— Instructions for the task —
Identify all lines in the listing that include the word "function", and copy them out.

— Data for this task —
== Segment start ==

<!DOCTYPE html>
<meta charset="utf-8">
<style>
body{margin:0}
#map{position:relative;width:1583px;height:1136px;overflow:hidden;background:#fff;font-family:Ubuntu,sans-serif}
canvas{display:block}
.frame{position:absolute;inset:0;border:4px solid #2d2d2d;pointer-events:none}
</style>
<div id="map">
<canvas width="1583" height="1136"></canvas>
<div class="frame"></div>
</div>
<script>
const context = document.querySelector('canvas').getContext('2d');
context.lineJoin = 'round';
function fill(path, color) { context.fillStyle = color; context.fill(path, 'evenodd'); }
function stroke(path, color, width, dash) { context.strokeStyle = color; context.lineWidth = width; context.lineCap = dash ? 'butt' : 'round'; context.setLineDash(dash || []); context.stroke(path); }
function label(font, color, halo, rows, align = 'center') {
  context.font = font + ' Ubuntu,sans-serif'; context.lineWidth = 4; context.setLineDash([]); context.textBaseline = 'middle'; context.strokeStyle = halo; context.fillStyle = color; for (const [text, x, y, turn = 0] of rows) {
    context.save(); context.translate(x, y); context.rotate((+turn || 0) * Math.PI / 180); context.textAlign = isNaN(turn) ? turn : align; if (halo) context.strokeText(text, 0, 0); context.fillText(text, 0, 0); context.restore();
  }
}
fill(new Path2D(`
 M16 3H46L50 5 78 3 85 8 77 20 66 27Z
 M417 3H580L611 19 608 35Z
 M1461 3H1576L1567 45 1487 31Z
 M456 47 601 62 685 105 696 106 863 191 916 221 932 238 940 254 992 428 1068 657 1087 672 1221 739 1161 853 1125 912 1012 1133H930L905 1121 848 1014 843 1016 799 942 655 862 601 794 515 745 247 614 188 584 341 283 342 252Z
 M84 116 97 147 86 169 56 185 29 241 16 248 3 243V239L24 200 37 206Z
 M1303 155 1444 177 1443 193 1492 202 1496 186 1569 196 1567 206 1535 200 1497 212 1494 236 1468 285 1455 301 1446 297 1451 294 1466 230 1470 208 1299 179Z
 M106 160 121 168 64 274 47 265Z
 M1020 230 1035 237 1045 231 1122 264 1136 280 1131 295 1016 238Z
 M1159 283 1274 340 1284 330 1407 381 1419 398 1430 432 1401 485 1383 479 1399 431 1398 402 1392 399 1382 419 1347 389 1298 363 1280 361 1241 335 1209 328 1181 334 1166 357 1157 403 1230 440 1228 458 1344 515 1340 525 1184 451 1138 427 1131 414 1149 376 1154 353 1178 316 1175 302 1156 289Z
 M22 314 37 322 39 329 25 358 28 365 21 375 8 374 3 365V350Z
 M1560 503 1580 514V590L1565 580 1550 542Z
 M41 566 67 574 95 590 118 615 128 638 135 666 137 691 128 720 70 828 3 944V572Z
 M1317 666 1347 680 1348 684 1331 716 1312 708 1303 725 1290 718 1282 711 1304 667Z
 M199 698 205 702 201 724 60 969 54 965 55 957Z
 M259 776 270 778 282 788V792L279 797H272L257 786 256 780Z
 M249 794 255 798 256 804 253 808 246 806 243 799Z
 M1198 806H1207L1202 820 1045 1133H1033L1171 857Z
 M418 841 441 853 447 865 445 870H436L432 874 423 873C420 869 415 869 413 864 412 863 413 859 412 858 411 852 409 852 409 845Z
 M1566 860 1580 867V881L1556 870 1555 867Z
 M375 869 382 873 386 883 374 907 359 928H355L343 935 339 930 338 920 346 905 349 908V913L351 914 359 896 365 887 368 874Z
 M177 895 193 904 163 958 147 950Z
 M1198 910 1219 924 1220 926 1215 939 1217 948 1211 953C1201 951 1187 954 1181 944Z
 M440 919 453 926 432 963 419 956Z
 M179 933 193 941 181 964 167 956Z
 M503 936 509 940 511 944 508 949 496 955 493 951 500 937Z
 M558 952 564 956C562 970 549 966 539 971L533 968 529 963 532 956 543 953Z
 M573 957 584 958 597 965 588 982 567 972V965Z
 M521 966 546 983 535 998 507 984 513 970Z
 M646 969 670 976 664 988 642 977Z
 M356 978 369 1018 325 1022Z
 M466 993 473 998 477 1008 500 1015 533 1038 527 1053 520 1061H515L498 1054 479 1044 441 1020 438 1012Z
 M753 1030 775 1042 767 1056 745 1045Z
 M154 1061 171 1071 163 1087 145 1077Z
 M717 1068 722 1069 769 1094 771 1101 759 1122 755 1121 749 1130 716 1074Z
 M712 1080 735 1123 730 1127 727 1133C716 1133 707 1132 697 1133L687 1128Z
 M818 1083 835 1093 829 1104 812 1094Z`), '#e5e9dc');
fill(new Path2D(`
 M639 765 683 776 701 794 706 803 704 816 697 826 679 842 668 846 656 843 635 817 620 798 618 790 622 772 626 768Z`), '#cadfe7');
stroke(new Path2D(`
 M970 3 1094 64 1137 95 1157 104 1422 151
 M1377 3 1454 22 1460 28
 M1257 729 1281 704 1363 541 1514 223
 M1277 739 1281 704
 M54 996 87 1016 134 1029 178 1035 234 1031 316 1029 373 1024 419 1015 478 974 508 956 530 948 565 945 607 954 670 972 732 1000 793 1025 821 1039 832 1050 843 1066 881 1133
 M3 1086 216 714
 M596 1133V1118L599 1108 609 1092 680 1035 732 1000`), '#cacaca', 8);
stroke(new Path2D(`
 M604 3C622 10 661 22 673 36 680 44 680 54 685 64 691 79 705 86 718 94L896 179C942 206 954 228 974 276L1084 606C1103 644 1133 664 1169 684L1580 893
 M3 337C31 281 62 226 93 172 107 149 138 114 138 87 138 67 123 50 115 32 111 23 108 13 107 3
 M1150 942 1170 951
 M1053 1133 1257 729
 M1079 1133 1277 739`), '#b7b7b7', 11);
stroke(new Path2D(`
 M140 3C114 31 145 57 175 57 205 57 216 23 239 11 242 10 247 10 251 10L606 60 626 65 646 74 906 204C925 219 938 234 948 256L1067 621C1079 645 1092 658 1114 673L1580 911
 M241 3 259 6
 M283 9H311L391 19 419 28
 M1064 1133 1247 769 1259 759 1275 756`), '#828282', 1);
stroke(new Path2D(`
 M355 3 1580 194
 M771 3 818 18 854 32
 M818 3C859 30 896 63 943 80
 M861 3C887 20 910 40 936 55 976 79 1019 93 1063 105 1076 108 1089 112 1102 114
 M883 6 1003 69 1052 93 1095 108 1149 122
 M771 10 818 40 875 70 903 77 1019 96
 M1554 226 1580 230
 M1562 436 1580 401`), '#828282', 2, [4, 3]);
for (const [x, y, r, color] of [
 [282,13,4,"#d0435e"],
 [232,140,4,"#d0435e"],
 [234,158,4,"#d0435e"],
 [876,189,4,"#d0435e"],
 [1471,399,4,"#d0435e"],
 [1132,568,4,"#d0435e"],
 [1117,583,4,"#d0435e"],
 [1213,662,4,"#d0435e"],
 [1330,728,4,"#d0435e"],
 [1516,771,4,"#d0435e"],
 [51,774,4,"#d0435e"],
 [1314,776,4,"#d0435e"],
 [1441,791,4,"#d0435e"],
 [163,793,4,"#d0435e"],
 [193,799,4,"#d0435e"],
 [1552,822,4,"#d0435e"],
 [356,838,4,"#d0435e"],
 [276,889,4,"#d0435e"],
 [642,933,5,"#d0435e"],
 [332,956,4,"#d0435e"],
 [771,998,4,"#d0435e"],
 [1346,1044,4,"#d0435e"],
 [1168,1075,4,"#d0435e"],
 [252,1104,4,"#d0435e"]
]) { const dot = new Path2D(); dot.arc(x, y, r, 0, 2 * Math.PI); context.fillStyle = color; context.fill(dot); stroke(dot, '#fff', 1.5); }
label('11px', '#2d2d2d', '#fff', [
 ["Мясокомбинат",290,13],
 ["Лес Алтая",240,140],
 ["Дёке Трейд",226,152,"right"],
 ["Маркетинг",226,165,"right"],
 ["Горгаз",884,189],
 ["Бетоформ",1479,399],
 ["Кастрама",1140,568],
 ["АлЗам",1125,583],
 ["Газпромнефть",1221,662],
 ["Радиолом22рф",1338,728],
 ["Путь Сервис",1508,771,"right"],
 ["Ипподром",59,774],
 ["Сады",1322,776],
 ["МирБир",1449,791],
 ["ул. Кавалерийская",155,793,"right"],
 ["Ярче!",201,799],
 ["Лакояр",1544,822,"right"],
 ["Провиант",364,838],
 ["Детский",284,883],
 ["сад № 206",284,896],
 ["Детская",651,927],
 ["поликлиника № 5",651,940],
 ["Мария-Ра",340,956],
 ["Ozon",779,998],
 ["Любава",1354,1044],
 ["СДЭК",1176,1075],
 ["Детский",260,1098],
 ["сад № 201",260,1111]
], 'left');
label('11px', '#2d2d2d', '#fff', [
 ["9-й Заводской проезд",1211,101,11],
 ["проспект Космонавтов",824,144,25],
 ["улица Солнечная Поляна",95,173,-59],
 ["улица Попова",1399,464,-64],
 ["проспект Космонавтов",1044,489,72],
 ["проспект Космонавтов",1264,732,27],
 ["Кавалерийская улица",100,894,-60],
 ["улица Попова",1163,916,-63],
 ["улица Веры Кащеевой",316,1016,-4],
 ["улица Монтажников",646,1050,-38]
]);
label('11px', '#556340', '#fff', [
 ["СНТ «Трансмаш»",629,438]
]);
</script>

== Segment end ==

— Reply to the task —
function fill(path, color) { context.fillStyle = color; context.fill(path, 'evenodd'); }
function stroke(path, color, width, dash) { context.strokeStyle = color; context.lineWidth = width; context.lineCap = dash ? 'butt' : 'round'; context.setLineDash(dash || []); context.stroke(path); }
function label(font, color, halo, rows, align = 'center') {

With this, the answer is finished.